I walked over to my desk and glanced at the time in the bottom right corner of my computer screen.

11:00.

Right then, the screen of my phone, resting next to my drawing tablet, lit up.

It was a text message from an unknown number.

[Nora.]

[At 11:10, you will die.]

I froze for a second, then let out a cold scoff.

Gideon, you childish bastard. Was this really how he was going to get back at me?

I picked up my phone and rapidly typed out a reply:

[Your prank sucks, Gideon.]

[Send one more piece of garbage like this, and I really will call the cops.]

Message failed to send.

I frowned and glanced at the top left corner of the screen—No Service.

Cell reception on the top floor of this old building had always been spotty, but it rarely dropped out completely.

"Meow—"

Barnaby suddenly let out a sharp cry.

He jumped down from the couch, his fur standing perfectly on end, his spine arched into a defensive, dangerous curve.

His eyes were locked dead-center on a shadowy corner of the room.

"What is it, Barnaby?"

I walked over, reaching out to soothe him.

The seconds ticked by.

The room was so quiet that the only sound was the ticking of the second hand on the wall clock.
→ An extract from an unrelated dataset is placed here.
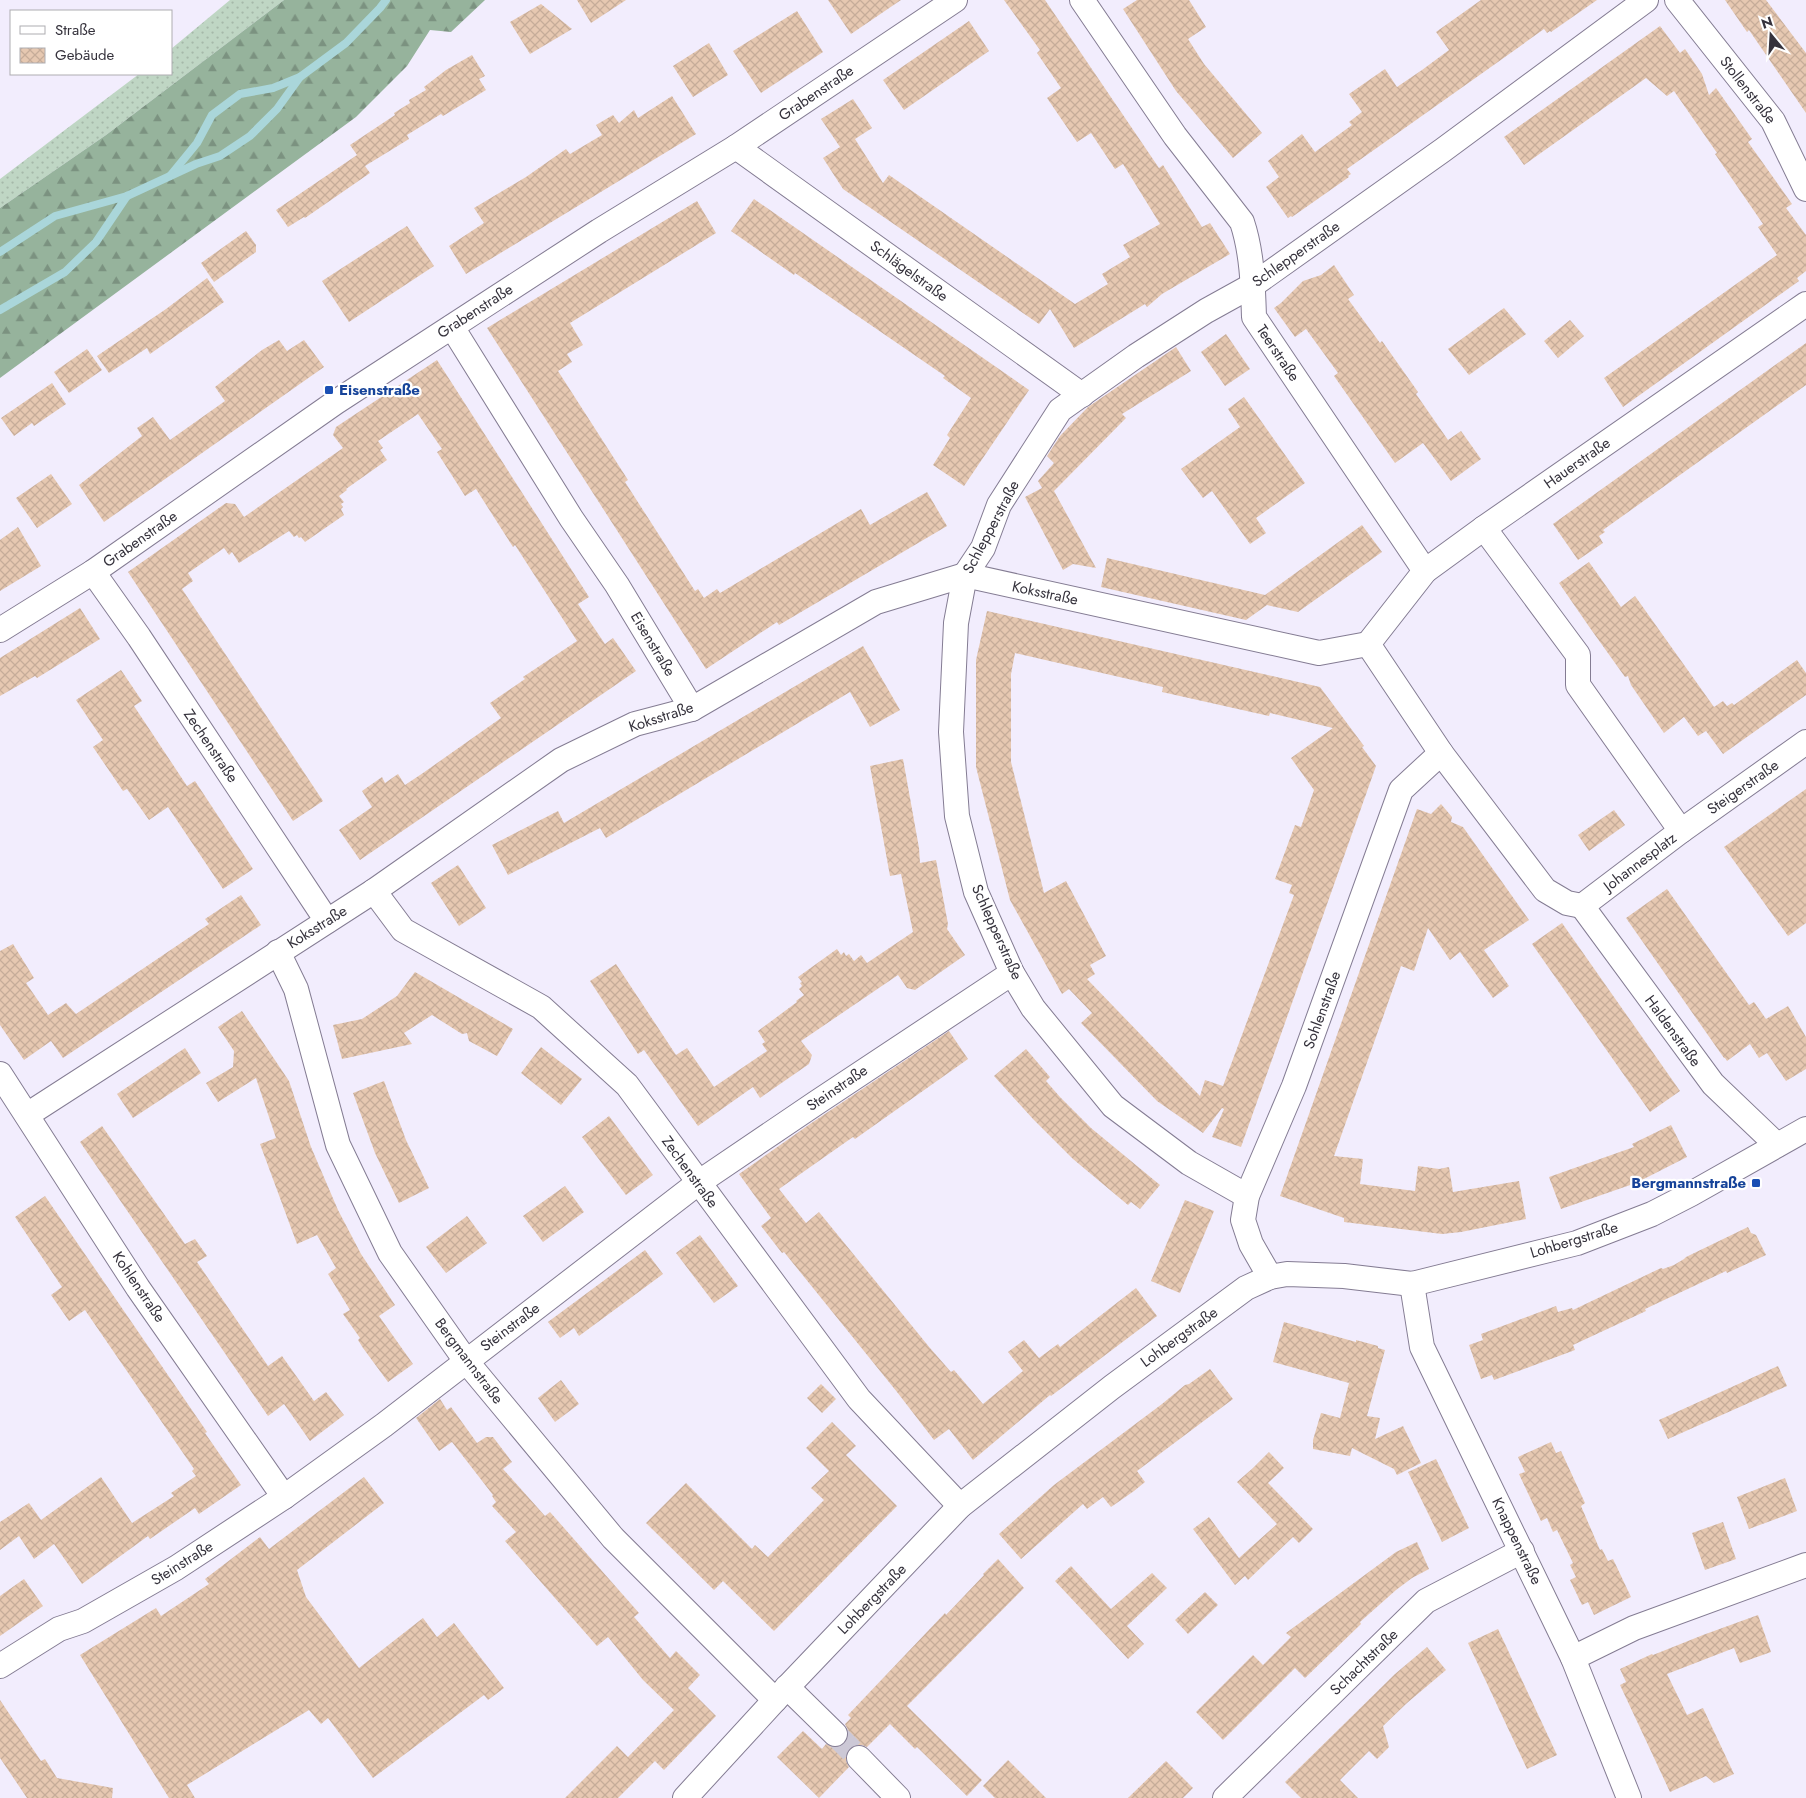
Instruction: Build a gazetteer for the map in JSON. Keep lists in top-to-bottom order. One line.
{"streets":{"street":["Stollenstraße","Grabenstraße","Schlepperstraße","Schlägelstraße","Teerstraße","Hauerstraße","Koksstraße","Eisenstraße","Zechenstraße","Steigerstraße","Johannesplatz","Sohlenstraße","Haldenstraße","Steinstraße","Lohbergstraße","Kohlenstraße","Bergmannstraße","Knappenstraße","Schachtstraße"]},"crossings":[["Grabenstraße","Schlägelstraße"],["Grabenstraße","Eisenstraße"],["Grabenstraße","Zechenstraße"],["Schlepperstraße","Schlägelstraße"],["Schlepperstraße","Teerstraße"],["Schlepperstraße","Koksstraße"],["Schlepperstraße","Sohlenstraße"],["Schlepperstraße","Steinstraße"],["Teerstraße","Hauerstraße"],["Hauerstraße","Koksstraße"],["Hauerstraße","Johannesplatz"],["Koksstraße","Eisenstraße"],["Koksstraße","Zechenstraße"],["Koksstraße","Kohlenstraße"],["Koksstraße","Bergmannstraße"],["Zechenstraße","Steinstraße"],["Zechenstraße","Lohbergstraße"],["Steigerstraße","Johannesplatz"],["Johannesplatz","Haldenstraße"],["Sohlenstraße","Lohbergstraße"],["Haldenstraße","Lohbergstraße"],["Steinstraße","Kohlenstraße"],["Steinstraße","Bergmannstraße"],["Lohbergstraße","Bergmannstraße"],["Lohbergstraße","Knappenstraße"],["Knappenstraße","Schachtstraße"]],"places":{"transit":["Eisenstraße","Bergmannstraße"]},"legend":["Straße","Gebäude"],"north":"top"}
An inexplicable sense of dread began to crawl through my chest.

The air suddenly felt thick. Mixed in with the familiar scent of turpentine was a strange, faint metallic smell of... rust.

I glanced at my phone.

11:09.

"Knock it off, Gideon. I know you have a spare key."

I forced some courage into my voice and shouted at the empty room.

No response.

Barnaby let out another bloodcurdling yowl, and this time, he shot straight under the bed.

My entire body stiffened, the blood suddenly freezing in my veins.

Because a terrifying realization had just hit me—the deadbolt was locked from the inside, and the security chain was perfectly intact.

If Gideon had come in, the locks wouldn't be completely untouched.

So who was in the room?

I whipped around.

A hand clad in black leather shot out from my blind spot and clamped violently over my mouth.

In the same breath, an incredibly icy sensation dragged across my throat.

It was an agonizing pain, too fast to even process. My windpipe was severed in an instant, and blood spewed out like a fountain, splattering across my easel.

I never even saw the intruder's face before my body crashed heavily to the floor.

My vision rapidly blurred, a harsh ringing in my ears drowning out everything else.

A split second before I was swallowed by absolute darkness, my eyes landed on the time on my computer screen.

11:10.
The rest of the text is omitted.